Anger - It can’t be true!

First project - first problems. I realized how difficult it is for me to pick a nice, interesting topic to cover in the project. For closely look to data I used a sqlite3 library and converted files from .cvs format to tables. When I inspected tables, I realized that all data sets from different sites contain good information, but they cannot be connected together. All tables have different key fields, empty values and should be converted to a specific type of data to work with them. Data cleaning makes my brains boil, but at this stage of project questions started to loom. I had seen, I can calculated averages for some columns and create easy plots. But questions for myself still haunt me and I cannot figure out main task for my research. Real anger come closer to me and repeated “Star Wars: Episode 4 - A New Hope” it is the same as “Star Wars: A New Hope (Episode 4)” and maybe few more variations. That means I lost a pice of information about budgets if I try to watch closely information about each movie. Only fast data converting gave me power to go forward. Budgets, dates, runtime and genres don’t gave me reason to look for another set of information.

**Bargaining - Okey Google! **

It’s time when I go to bargain with my brains and decide to read articles about movie companies and how data scientist work with them. May be while I try to visualize how many films in each genres different studios produce, those studios trying to analyze absolutely different information. I discovered, data science effectively changed the methods used to turn data analytics into useful insight and profit. Studios analytics are often externally sourced, using information drawn from the internet, public data sources, and more to make more accurate predictions. For me, that means I continue working with my lovely data columns which cover economic information. I decided to go through simple way to implement my new knowledge into my brain and understand it for using in the new projects without complex connections between my datasets.

**Depression - Deadline coming! **

The Day is closer and closer, but I still want to do more and more, so much I should add to all my files: comments, new functions, new plots.

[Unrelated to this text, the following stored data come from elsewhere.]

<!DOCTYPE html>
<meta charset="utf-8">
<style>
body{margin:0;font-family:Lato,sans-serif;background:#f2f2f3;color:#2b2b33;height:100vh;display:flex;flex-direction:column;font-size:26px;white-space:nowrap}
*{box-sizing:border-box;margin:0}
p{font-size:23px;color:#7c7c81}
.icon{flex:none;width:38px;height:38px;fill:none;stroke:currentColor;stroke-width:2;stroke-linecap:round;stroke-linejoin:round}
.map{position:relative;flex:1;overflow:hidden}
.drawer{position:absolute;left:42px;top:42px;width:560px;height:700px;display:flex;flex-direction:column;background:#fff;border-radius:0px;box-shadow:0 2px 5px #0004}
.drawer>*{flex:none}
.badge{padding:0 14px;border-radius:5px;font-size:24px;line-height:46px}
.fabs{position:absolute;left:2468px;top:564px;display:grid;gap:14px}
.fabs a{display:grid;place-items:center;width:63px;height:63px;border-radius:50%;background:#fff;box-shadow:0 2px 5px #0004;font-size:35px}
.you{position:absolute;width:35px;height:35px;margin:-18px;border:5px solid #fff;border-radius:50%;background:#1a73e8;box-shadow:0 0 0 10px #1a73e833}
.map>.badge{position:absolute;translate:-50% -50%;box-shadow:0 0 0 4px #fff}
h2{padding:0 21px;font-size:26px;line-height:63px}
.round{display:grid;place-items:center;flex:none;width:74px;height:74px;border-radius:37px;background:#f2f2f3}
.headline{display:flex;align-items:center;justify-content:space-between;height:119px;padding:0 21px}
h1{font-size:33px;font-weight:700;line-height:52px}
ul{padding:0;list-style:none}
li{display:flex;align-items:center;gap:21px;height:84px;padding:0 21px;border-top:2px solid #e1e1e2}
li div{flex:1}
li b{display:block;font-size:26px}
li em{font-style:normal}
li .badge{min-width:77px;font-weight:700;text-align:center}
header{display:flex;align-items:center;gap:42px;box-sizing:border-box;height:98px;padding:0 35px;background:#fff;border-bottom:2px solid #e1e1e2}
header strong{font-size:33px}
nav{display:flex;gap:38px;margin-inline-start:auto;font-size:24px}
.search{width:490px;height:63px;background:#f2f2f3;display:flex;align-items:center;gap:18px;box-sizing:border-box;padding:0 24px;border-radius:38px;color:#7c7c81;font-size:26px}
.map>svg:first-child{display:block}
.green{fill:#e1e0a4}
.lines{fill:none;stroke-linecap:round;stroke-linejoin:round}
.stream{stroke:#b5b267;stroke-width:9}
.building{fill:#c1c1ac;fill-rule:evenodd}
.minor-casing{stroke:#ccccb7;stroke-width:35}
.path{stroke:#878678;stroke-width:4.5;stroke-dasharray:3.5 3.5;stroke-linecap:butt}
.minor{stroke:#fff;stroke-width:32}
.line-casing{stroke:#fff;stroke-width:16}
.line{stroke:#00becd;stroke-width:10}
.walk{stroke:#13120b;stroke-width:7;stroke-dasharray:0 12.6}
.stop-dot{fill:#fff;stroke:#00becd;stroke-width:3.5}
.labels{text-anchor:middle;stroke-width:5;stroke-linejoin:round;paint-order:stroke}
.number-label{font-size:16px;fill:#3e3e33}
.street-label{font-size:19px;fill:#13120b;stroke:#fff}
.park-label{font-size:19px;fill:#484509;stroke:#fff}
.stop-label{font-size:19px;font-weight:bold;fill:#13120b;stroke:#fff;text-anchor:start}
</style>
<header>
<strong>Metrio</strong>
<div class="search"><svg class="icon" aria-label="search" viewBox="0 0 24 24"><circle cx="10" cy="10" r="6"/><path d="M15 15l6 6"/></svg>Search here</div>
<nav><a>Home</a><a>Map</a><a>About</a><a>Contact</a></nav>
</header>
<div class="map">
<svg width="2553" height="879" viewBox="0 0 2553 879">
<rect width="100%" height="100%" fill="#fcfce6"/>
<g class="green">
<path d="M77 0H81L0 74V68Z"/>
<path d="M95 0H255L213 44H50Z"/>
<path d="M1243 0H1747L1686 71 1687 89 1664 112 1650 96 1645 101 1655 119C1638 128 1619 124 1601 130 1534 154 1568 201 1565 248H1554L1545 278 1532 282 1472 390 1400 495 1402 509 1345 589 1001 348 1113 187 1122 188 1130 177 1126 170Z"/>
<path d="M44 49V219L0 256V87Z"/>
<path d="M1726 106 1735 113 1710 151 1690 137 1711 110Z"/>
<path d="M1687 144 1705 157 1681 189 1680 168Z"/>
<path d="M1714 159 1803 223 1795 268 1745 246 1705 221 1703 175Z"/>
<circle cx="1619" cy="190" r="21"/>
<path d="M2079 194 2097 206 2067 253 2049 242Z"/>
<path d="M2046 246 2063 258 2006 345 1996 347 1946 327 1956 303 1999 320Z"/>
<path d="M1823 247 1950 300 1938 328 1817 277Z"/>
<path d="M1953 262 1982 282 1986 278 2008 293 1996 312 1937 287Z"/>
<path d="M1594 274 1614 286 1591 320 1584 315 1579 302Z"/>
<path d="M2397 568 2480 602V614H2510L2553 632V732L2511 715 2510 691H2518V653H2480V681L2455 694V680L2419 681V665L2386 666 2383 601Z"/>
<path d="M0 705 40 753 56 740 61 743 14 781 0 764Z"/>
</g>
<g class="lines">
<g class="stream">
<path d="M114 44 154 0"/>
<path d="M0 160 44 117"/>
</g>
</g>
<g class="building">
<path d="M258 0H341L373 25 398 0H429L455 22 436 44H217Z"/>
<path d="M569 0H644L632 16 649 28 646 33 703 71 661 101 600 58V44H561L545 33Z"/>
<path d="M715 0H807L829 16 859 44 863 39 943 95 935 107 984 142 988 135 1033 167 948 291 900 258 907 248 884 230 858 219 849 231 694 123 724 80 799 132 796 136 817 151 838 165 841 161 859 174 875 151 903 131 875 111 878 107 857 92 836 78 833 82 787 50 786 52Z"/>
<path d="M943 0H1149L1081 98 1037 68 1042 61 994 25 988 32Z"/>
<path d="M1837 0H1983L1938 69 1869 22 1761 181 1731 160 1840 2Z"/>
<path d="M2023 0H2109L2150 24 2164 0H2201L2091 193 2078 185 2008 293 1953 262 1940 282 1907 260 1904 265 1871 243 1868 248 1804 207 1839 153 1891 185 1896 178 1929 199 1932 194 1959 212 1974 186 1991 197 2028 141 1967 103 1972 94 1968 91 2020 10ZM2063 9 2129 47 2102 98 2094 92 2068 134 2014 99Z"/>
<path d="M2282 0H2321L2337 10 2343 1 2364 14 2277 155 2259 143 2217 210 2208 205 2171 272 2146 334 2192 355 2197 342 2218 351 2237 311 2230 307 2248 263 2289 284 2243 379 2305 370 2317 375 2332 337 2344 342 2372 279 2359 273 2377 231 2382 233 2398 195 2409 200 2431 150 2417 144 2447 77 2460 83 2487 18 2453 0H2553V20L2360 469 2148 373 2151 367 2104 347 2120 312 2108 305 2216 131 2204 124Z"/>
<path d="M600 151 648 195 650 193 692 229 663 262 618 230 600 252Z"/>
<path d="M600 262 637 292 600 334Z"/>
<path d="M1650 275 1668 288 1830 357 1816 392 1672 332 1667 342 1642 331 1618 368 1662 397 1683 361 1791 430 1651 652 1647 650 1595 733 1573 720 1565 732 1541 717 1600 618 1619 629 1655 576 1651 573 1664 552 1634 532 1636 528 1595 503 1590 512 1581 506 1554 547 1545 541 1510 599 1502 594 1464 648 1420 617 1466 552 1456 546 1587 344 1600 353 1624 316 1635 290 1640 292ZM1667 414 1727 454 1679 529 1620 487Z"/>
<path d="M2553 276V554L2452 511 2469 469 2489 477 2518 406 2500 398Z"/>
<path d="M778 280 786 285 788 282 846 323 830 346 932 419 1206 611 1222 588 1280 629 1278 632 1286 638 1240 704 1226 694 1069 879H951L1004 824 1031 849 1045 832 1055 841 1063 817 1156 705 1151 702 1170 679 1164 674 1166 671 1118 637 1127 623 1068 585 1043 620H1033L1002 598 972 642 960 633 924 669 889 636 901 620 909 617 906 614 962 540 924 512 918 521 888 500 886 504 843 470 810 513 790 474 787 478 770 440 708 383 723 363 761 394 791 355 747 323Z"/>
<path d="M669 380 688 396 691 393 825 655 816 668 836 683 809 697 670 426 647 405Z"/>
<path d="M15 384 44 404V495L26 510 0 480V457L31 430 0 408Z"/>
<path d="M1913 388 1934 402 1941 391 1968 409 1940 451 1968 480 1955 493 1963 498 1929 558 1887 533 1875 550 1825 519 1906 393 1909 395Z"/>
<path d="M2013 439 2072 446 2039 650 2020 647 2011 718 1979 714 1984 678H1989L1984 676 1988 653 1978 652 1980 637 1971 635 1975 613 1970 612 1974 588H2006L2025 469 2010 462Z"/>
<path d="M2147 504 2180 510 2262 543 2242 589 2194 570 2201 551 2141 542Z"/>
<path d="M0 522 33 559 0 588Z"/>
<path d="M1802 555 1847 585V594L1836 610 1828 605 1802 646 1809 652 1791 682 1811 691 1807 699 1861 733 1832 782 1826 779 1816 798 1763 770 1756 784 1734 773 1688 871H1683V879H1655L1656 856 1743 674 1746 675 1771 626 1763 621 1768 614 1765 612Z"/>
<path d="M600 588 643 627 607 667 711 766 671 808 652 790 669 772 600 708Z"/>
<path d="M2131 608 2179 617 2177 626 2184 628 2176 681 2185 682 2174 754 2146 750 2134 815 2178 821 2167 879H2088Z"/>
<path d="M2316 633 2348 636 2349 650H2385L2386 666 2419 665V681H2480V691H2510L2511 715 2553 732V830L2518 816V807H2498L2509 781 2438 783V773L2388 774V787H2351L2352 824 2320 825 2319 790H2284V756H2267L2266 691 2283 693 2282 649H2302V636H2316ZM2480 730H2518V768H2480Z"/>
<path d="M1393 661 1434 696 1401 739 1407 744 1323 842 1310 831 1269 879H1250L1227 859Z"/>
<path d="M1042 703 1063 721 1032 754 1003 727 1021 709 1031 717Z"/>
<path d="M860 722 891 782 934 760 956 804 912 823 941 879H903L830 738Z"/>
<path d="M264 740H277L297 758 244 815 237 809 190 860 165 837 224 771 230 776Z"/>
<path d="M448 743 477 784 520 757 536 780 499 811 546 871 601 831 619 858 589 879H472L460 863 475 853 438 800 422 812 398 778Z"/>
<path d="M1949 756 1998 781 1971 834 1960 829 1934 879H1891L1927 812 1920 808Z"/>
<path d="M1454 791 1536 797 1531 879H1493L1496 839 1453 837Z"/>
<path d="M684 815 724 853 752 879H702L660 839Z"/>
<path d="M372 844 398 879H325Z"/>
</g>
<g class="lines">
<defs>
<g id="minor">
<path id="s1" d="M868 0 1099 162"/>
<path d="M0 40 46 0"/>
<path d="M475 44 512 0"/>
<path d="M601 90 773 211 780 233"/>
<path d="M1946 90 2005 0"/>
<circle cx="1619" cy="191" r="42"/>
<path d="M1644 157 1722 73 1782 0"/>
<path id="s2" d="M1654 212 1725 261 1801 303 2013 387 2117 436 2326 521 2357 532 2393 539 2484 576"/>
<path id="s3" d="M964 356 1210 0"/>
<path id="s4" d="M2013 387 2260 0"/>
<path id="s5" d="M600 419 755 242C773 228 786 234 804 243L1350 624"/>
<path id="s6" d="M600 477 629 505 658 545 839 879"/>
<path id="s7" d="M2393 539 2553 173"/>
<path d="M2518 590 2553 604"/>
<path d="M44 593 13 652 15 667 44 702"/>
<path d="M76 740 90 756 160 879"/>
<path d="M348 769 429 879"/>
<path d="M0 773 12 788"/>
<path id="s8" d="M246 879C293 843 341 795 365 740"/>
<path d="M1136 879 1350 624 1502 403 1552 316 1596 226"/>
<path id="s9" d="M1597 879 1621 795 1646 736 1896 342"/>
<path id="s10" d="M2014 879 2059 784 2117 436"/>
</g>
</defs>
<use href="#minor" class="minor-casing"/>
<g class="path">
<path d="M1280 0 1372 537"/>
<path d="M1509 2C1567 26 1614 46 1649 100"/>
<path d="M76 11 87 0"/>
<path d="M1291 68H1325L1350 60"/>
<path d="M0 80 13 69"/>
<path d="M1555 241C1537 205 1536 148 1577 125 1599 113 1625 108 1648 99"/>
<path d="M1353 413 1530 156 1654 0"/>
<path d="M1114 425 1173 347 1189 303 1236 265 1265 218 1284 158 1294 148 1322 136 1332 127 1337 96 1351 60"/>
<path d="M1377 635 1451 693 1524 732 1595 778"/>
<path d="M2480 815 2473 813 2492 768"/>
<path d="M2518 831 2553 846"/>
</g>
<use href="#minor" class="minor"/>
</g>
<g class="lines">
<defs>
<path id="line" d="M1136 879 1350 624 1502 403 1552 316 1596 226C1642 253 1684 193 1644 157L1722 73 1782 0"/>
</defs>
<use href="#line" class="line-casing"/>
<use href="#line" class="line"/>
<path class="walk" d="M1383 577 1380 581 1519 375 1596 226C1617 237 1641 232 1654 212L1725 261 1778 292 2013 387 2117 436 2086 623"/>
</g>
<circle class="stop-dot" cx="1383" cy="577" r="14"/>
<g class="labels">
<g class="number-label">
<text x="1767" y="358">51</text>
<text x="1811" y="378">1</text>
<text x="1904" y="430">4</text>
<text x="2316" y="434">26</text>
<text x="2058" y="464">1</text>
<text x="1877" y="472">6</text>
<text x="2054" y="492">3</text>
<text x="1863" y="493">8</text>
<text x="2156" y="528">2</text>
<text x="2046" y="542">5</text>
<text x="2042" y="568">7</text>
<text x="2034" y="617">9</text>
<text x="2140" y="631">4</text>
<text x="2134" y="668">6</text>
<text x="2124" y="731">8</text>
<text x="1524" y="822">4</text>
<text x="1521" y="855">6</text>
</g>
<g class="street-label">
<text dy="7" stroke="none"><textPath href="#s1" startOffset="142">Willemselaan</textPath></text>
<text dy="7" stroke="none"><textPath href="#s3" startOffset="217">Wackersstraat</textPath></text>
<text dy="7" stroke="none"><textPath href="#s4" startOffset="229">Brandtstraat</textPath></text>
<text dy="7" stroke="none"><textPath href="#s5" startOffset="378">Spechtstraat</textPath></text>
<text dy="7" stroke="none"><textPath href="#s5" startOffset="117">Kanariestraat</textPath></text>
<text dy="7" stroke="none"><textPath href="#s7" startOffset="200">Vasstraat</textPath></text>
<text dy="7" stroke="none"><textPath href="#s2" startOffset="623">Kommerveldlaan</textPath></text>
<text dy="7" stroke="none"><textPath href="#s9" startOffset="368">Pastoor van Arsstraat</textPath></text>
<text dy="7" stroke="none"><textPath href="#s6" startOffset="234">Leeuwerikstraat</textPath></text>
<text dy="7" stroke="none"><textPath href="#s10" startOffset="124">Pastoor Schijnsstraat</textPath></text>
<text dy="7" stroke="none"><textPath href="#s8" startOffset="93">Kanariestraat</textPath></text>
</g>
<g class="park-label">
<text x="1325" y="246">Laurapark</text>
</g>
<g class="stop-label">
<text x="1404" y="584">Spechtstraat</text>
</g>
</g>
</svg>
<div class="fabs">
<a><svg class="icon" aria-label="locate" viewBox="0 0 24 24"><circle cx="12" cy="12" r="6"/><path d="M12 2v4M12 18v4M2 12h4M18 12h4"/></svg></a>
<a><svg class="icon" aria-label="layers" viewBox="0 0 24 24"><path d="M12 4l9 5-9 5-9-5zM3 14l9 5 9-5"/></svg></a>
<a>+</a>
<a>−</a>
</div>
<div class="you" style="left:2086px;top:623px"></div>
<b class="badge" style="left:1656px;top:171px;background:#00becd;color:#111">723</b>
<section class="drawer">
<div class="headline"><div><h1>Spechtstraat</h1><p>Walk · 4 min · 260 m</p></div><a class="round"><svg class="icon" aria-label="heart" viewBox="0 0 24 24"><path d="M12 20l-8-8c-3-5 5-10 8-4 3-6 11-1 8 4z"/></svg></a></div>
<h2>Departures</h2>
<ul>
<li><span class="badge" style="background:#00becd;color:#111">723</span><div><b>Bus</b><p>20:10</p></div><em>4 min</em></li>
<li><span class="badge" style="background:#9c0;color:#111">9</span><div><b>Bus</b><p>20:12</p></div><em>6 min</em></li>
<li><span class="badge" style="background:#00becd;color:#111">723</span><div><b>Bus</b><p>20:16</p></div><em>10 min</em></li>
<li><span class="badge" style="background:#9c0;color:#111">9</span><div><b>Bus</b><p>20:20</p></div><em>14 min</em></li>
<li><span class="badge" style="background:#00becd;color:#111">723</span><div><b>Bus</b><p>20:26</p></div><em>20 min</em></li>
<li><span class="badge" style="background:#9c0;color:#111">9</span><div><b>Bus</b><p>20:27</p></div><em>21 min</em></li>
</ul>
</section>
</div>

Acceptance - Just be yourself.

I did my best at this time. I know my data analysis does not cover a lot of questions and I cannot be proud of absolutely clear data. But now I see where to strive and what to do to improve my knowledges and skills. How important is to write a comment for all parts of your code and read logs.

Overall, It’s was very interesting experience through which the school teachers conducted us. I made a lot or notes about technology, allocation of my time and resources.